To start off, we would need to install PyTorch, TensorFlow, ONNX, and ONNX-TF (the package to convert ONNX models to TensorFlow). If using virtualenv in Linux, you could run the command below (replace tensorflow with tensorflow-gpu if you have NVidia CUDA installed). Do note that as of Dec 2019, ONNX does not work with TensorFlow 2.0 yet, so please take note of the version of the TensorFlow that you install.

source /bin/activate
pip install tensorflow==1.15.0

# For PyTorch, choose one of the following (refer to https://pytorch.org/get-started/locally/ for further details)
pip install torch torchvision # if using CUDA 10.1
pip install torch==1.3.1+cu92 torchvision==0.4.2+cu92 -f https://download.pytorch.org/whl/torch_stable.html # if using CUDA 9.2
pip install torch==1.3.1+cpu torchvision==0.4.2+cpu -f https://download.pytorch.org/whl/torch_stable.html # if using CPU only

pip install onnx

# For onnx-tensorflow, you may want to refer to the installation guide here: https://github.com/onnx/onnx-tensorflow
git clone https://github.com/onnx/onnx-tensorflow.git
cd onnx-tensorflow
pip install -e ..

If using Conda, you may want to run the following commands instead:

conda activate 
conda install -c pytorch pytorch

pip install tensorflow==1.15.0

pip install onnx

# For onnx-tensorflow, you may want to refer to the installation guide here: https://github.com/onnx/onnx-tensorflow
git clone https://github.com/onnx/onnx-tensorflow.git
cd onnx-tensorflow
pip install -e ..

I find that installing TensorFlow, ONNX, and ONNX-TF using pip will ensure that the packages are compatible with one another.
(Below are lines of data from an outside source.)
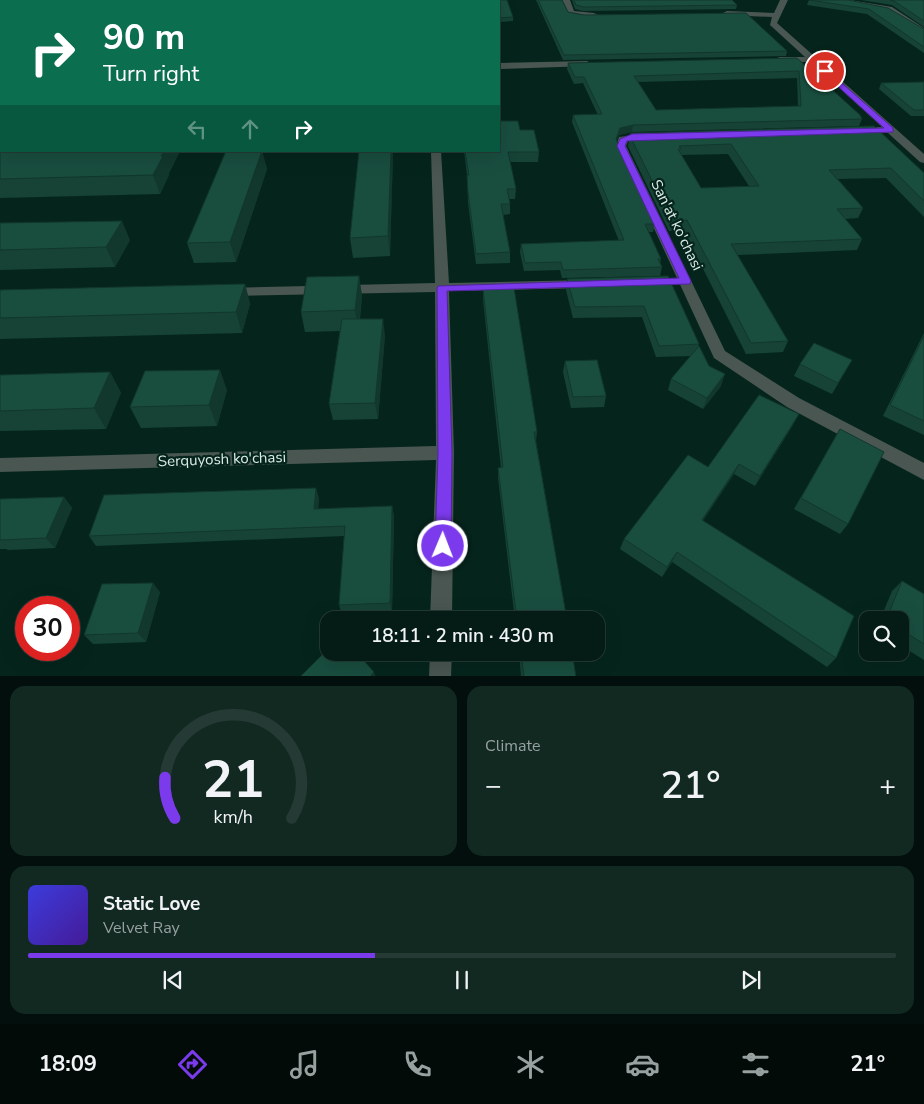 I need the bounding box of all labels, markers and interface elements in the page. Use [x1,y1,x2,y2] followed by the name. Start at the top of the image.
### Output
[103,14,185,61] text: 90 m
[20,20,85,85] icon: right
[804,50,846,92] pin
[811,57,839,85] icon: arrive
[103,59,199,89] text: Turn right
[183,115,211,143] icon: left
[236,115,264,143] icon: ahead
[289,115,317,143] icon: right
[646,176,708,274] street label: San'at ko'chasi
[158,447,286,471] street label: Serquyosh ko'chasi
[416,519,468,571] position arrow
[15,596,80,661] speed limit sign: 30
[859,611,909,661] map controls
[859,611,909,661] button: search
[371,623,554,649] text: 18:11 · 2 min · 430 m
[485,735,540,757] text: Climate
[202,744,265,815] text: 21
[661,760,720,811] text: 21°
[485,767,502,805] text: −
[879,767,896,805] text: +
[214,805,253,829] text: km/h
[103,891,200,917] text: Static Love
[103,917,180,939] text: Velvet Ray
[159,966,187,994] icon: previous
[448,966,476,994] icon: pause
[737,966,765,994] icon: next
[175,1047,210,1082] icon: directions
[287,1047,322,1082] icon: music
[400,1047,435,1082] icon: phone
[513,1047,548,1082] icon: climate
[625,1047,660,1082] icon: car
[738,1047,773,1082] icon: filters
[39,1049,97,1079] text: 18:09
[850,1049,885,1079] text: 21°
It is OK, however, to use other ways of installing the packages, as long as they work properly in your machine.

To test that the packages have been installed correctly, you can run the following commands:

python
import tensorflow as tf
import torch
import onnx
from onnx_tf.backend import prepare

If you do not see any error messages, it means that the packages are installed correctly, and we are good to go.

In this example, I used Jupyter Notebook, but the conversion can also be done in a .py file. To install Jupyter Notebook, you can run one of the following commands:

# Installing Jupyter Notebook via pip
pip install notebook

# Installing Jupyter Notebook via Conda
conda install notebook

Building, training, and evaluating the example model

The next thing to do is to obtain a model in PyTorch that can be used for the conversion. In this example, I generated some simulated data, and use this data for training and evaluating a simple Multilayer Perceptron (MLP) model. The following snippet shows how the installed packages are imported, and how I generated and prepared the data.

import numpy as np

import os
import time
import torch
import torch.nn as nn
import torch.optim as optim
from torch.utils.data import Dataset, DataLoader
import onnx
from onnx_tf.backend import prepare
import tensorflow as tf

# Generate simulated data
train_size = 8000
test_size = 2000

input_size = 20
hidden_sizes = [50, 50]
output_size = 1
num_classes = 2

X_train = np.random.randn(train_size, input_size).astype(np.float32)
X_test = np.random.randn(test_size, input_size).astype(np.float32)
y_train = np.random.randint(num_classes, size=train_size)
y_test = np.random.randint(num_classes, size=test_size)
print('Shape of X_train:', X_train.shape)
print('Shape of X_train:', X_test.shape)
print('Shape of y_train:', y_train.shape)
print('Shape of y_test:', y_test.shape)

# Define Dataset subclass to facilitate batch training
class SimpleDataset(Dataset):
    def __init__(self, X, y):
        self.X = X
        self.y = y
        
    def __len__(self):
        return len(self.X)
    
    def __getitem__(self, idx):
        return self.X[idx], self.y[idx]

# Create DataLoaders for training and test set, for batch training and evaluation
train_loader = DataLoader(dataset=SimpleDataset(X_train, y_train), batch_size=8, shuffle=True)
test_loader = DataLoader(dataset=SimpleDataset(X_test, y_test), batch_size=8, shuffle=False)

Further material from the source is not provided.